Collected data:
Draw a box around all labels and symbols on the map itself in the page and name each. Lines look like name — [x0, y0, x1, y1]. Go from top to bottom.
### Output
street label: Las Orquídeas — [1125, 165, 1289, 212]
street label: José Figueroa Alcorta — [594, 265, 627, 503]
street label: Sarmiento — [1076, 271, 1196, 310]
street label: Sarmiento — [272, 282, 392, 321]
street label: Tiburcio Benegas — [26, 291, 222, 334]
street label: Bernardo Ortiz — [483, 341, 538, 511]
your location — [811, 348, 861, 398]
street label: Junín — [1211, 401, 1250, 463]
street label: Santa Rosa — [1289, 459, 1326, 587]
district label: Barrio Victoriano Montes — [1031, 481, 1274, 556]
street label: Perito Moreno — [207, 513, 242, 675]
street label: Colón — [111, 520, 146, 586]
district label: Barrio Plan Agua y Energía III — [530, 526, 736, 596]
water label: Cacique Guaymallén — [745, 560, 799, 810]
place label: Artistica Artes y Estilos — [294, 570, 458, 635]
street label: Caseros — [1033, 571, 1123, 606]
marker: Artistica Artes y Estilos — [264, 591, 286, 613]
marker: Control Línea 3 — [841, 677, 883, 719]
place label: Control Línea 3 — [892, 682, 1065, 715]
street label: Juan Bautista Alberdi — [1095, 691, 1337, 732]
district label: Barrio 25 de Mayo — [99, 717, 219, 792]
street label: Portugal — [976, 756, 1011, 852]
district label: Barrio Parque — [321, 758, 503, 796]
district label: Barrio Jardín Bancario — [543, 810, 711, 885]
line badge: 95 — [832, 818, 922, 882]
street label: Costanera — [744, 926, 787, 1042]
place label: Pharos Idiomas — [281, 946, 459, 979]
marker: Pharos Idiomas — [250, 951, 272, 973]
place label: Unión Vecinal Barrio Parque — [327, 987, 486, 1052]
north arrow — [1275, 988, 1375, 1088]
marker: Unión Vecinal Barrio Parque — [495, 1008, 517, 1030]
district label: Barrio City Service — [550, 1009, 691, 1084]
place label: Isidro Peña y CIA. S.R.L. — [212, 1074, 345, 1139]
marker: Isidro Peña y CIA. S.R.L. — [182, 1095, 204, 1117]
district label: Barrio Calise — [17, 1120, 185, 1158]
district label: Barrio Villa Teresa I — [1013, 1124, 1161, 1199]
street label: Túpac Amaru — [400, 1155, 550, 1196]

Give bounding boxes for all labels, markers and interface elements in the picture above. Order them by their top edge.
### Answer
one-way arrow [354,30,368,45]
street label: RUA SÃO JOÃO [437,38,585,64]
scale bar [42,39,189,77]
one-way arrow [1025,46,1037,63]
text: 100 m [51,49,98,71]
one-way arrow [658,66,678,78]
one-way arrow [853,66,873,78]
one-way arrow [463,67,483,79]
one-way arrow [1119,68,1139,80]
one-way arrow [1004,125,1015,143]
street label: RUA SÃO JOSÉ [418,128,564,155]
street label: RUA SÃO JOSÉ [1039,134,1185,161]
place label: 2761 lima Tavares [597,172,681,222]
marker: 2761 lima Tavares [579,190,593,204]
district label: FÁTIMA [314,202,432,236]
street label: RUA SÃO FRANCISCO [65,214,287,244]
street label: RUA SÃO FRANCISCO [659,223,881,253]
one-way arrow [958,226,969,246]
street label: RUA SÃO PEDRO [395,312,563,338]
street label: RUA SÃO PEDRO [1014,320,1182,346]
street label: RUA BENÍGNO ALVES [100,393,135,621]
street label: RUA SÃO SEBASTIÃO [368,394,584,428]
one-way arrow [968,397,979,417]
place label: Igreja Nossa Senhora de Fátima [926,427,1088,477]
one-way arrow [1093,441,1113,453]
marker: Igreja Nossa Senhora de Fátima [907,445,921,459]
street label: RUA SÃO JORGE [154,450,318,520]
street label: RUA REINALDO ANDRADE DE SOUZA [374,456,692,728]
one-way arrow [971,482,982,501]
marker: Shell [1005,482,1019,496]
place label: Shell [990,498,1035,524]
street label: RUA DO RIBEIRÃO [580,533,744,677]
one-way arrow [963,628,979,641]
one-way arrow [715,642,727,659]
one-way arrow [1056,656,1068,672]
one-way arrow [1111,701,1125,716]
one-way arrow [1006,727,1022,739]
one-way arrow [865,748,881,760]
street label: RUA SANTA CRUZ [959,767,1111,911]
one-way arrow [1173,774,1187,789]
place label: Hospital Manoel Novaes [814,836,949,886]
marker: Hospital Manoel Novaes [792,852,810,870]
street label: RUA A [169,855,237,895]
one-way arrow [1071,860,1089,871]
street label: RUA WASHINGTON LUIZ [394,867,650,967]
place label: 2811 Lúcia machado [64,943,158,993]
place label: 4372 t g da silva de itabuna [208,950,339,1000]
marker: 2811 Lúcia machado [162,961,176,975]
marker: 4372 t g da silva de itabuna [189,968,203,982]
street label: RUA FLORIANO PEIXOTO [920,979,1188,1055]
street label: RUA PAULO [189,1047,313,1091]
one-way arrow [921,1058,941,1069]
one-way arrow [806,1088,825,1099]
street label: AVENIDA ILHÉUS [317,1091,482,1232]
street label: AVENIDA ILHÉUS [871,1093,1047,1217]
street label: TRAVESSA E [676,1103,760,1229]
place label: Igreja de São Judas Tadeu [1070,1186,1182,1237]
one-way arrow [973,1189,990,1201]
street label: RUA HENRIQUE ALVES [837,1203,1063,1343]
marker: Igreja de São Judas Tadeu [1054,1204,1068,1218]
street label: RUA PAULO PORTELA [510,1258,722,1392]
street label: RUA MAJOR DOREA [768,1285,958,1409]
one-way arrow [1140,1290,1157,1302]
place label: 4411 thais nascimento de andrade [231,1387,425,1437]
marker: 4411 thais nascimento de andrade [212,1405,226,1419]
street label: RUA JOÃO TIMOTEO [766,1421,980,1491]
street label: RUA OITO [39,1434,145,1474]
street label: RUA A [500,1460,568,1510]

● **WHAT IS NEEDED**
Repeat the data verbatim.

● **EXERCISE ANSWER**
Draw a box around all labels and symbols on the map itself in the page and name each. Lines look like name — [x0, y0, x1, y1]. Go from top to bottom.
### Output
street label: Las Orquídeas — [1125, 165, 1289, 212]
street label: José Figueroa Alcorta — [594, 265, 627, 503]
street label: Sarmiento — [1076, 271, 1196, 310]
street label: Sarmiento — [272, 282, 392, 321]
street label: Tiburcio Benegas — [26, 291, 222, 334]
street label: Bernardo Ortiz — [483, 341, 538, 511]
your location — [811, 348, 861, 398]
street label: Junín — [1211, 401, 1250, 463]
street label: Santa Rosa — [1289, 459, 1326, 587]
district label: Barrio Victoriano Montes — [1031, 481, 1274, 556]
street label: Perito Moreno — [207, 513, 242, 675]
street label: Colón — [111, 520, 146, 586]
district label: Barrio Plan Agua y Energía III — [530, 526, 736, 596]
water label: Cacique Guaymallén — [745, 560, 799, 810]
place label: Artistica Artes y Estilos — [294, 570, 458, 635]
street label: Caseros — [1033, 571, 1123, 606]
marker: Artistica Artes y Estilos — [264, 591, 286, 613]
marker: Control Línea 3 — [841, 677, 883, 719]
place label: Control Línea 3 — [892, 682, 1065, 715]
street label: Juan Bautista Alberdi — [1095, 691, 1337, 732]
district label: Barrio 25 de Mayo — [99, 717, 219, 792]
street label: Portugal — [976, 756, 1011, 852]
district label: Barrio Parque — [321, 758, 503, 796]
district label: Barrio Jardín Bancario — [543, 810, 711, 885]
line badge: 95 — [832, 818, 922, 882]
street label: Costanera — [744, 926, 787, 1042]
place label: Pharos Idiomas — [281, 946, 459, 979]
marker: Pharos Idiomas — [250, 951, 272, 973]
place label: Unión Vecinal Barrio Parque — [327, 987, 486, 1052]
north arrow — [1275, 988, 1375, 1088]
marker: Unión Vecinal Barrio Parque — [495, 1008, 517, 1030]
district label: Barrio City Service — [550, 1009, 691, 1084]
place label: Isidro Peña y CIA. S.R.L. — [212, 1074, 345, 1139]
marker: Isidro Peña y CIA. S.R.L. — [182, 1095, 204, 1117]
district label: Barrio Calise — [17, 1120, 185, 1158]
district label: Barrio Villa Teresa I — [1013, 1124, 1161, 1199]
street label: Túpac Amaru — [400, 1155, 550, 1196]

Give bounding boxes for all labels, markers and interface elements in the picture above. Order them by their top edge.
### Answer
one-way arrow [354,30,368,45]
street label: RUA SÃO JOÃO [437,38,585,64]
scale bar [42,39,189,77]
one-way arrow [1025,46,1037,63]
text: 100 m [51,49,98,71]
one-way arrow [658,66,678,78]
one-way arrow [853,66,873,78]
one-way arrow [463,67,483,79]
one-way arrow [1119,68,1139,80]
one-way arrow [1004,125,1015,143]
street label: RUA SÃO JOSÉ [418,128,564,155]
street label: RUA SÃO JOSÉ [1039,134,1185,161]
place label: 2761 lima Tavares [597,172,681,222]
marker: 2761 lima Tavares [579,190,593,204]
district label: FÁTIMA [314,202,432,236]
street label: RUA SÃO FRANCISCO [65,214,287,244]
street label: RUA SÃO FRANCISCO [659,223,881,253]
one-way arrow [958,226,969,246]
street label: RUA SÃO PEDRO [395,312,563,338]
street label: RUA SÃO PEDRO [1014,320,1182,346]
street label: RUA BENÍGNO ALVES [100,393,135,621]
street label: RUA SÃO SEBASTIÃO [368,394,584,428]
one-way arrow [968,397,979,417]
place label: Igreja Nossa Senhora de Fátima [926,427,1088,477]
one-way arrow [1093,441,1113,453]
marker: Igreja Nossa Senhora de Fátima [907,445,921,459]
street label: RUA SÃO JORGE [154,450,318,520]
street label: RUA REINALDO ANDRADE DE SOUZA [374,456,692,728]
one-way arrow [971,482,982,501]
marker: Shell [1005,482,1019,496]
place label: Shell [990,498,1035,524]
street label: RUA DO RIBEIRÃO [580,533,744,677]
one-way arrow [963,628,979,641]
one-way arrow [715,642,727,659]
one-way arrow [1056,656,1068,672]
one-way arrow [1111,701,1125,716]
one-way arrow [1006,727,1022,739]
one-way arrow [865,748,881,760]
street label: RUA SANTA CRUZ [959,767,1111,911]
one-way arrow [1173,774,1187,789]
place label: Hospital Manoel Novaes [814,836,949,886]
marker: Hospital Manoel Novaes [792,852,810,870]
street label: RUA A [169,855,237,895]
one-way arrow [1071,860,1089,871]
street label: RUA WASHINGTON LUIZ [394,867,650,967]
place label: 2811 Lúcia machado [64,943,158,993]
place label: 4372 t g da silva de itabuna [208,950,339,1000]
marker: 2811 Lúcia machado [162,961,176,975]
marker: 4372 t g da silva de itabuna [189,968,203,982]
street label: RUA FLORIANO PEIXOTO [920,979,1188,1055]
street label: RUA PAULO [189,1047,313,1091]
one-way arrow [921,1058,941,1069]
one-way arrow [806,1088,825,1099]
street label: AVENIDA ILHÉUS [317,1091,482,1232]
street label: AVENIDA ILHÉUS [871,1093,1047,1217]
street label: TRAVESSA E [676,1103,760,1229]
place label: Igreja de São Judas Tadeu [1070,1186,1182,1237]
one-way arrow [973,1189,990,1201]
street label: RUA HENRIQUE ALVES [837,1203,1063,1343]
marker: Igreja de São Judas Tadeu [1054,1204,1068,1218]
street label: RUA PAULO PORTELA [510,1258,722,1392]
street label: RUA MAJOR DOREA [768,1285,958,1409]
one-way arrow [1140,1290,1157,1302]
place label: 4411 thais nascimento de andrade [231,1387,425,1437]
marker: 4411 thais nascimento de andrade [212,1405,226,1419]
street label: RUA JOÃO TIMOTEO [766,1421,980,1491]
street label: RUA OITO [39,1434,145,1474]
street label: RUA A [500,1460,568,1510]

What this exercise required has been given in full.